You Can Now Download The New African Emojis, Created By This 21-Year-Old
By Kelsey Marie
O’Plerou Grebet is a 21-year-old from the Ivory Coast who saw a huge problem with emojis and did something about it. Grebet noticed there were no emojis that Africans could specifically relate to, leading him to create Zouzoukwa African emojis.
After having a conversation with his friend on WhatsApp, Grebet recalls to Le Monde in 2018.
“Seeing all the smileys embedded in the application, I thought that was missing some to describe our Ivorian realities, to make our jokes.”
Luckily, his parents are very supportive of his creative ventures and wanted him to “follow his passion.” He’s since created 350 downloadable emojis with cultural references to West Africa.
He spoke to BBC saying, “Basically, my idea was to create emojis so Africans can have emojis they can relate to.”
He shared the first emoji on Instagram of a plate of cassava and plantain and it was met with great reception and over 1,000 likes.
When talking about his inspiration for the different emojis he says, “Everything I see around me, on a daily basis, inspires me. I draw for a very long time, alone in my room, first on paper and then on the Photoshop software.”
Grebet has been quite busy, winning the Young Talent Award in March at the Africa Digital Communication Days, and having his emojis featured on social media during the World Cup in collaboration with the French channel Canal+ this past summer.
Zouzoukwa may only be available on Android devices right now, but Grebet wants to “create an application that allows Zouzoukwa to be used by anyone on a phone.
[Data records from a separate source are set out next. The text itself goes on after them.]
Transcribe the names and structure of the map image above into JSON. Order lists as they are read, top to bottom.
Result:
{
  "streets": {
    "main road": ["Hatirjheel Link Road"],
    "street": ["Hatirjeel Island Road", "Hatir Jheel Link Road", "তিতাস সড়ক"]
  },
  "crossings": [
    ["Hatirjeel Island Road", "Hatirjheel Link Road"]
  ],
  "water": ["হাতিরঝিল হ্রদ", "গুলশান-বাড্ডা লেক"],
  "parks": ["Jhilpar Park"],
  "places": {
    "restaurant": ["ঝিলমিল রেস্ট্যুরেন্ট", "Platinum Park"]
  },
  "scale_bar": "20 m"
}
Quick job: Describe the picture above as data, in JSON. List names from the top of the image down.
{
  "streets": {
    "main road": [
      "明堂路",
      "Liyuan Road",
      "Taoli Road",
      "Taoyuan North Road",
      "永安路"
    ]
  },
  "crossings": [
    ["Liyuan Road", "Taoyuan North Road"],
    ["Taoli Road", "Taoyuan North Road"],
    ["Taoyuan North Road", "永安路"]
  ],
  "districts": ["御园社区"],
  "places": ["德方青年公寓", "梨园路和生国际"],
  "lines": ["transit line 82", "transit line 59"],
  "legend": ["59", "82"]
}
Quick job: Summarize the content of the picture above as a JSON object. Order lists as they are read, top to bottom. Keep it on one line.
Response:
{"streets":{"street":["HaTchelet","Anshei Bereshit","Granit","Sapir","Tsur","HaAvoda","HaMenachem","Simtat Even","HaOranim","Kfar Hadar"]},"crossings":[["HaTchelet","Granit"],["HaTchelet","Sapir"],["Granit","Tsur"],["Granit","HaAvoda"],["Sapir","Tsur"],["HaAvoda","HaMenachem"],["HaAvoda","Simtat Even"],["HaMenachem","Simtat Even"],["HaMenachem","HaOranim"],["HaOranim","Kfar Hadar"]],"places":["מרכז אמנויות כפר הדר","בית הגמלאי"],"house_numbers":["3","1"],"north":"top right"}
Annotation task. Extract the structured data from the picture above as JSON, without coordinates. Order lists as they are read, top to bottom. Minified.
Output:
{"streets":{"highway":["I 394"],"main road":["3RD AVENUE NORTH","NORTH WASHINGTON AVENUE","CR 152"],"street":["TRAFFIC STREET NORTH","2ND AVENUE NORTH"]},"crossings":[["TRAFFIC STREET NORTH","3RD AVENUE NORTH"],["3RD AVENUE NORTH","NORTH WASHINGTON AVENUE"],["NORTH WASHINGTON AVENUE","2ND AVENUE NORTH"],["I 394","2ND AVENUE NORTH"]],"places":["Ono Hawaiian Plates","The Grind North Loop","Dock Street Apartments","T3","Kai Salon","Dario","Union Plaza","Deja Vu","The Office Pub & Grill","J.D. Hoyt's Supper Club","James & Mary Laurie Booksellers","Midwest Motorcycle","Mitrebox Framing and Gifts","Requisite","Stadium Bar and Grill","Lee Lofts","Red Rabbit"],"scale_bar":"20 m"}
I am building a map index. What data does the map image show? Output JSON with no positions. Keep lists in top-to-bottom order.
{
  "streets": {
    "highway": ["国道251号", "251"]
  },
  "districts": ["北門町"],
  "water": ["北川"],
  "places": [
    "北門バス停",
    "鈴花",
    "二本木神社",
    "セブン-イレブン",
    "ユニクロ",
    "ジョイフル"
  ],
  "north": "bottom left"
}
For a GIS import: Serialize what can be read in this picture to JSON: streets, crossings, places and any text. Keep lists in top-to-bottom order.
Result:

And why not, one day, whether they are directly integrated with phones or in applications such as WhatsApp, Telegram or Facebook Messenger. There, finally, the loop would be buckled.”
He shared his five favorite emojis with BBC:
The Bissau (Hibiscus Juice Bag)
A game he played when he was younger in school.
‘You Saw That?’
A phrase commonly said in the Ivory Coast.
Senegal’s ‘Car Rapide’
Grebet simply loves the design of the car rapide.
The Afro Brush
The described shy Grebet says “The next step for me, after Zouzoukwa, is to learn about 3D and virtual reality, in order to create filters and find a new way to pay tribute to the African culture.”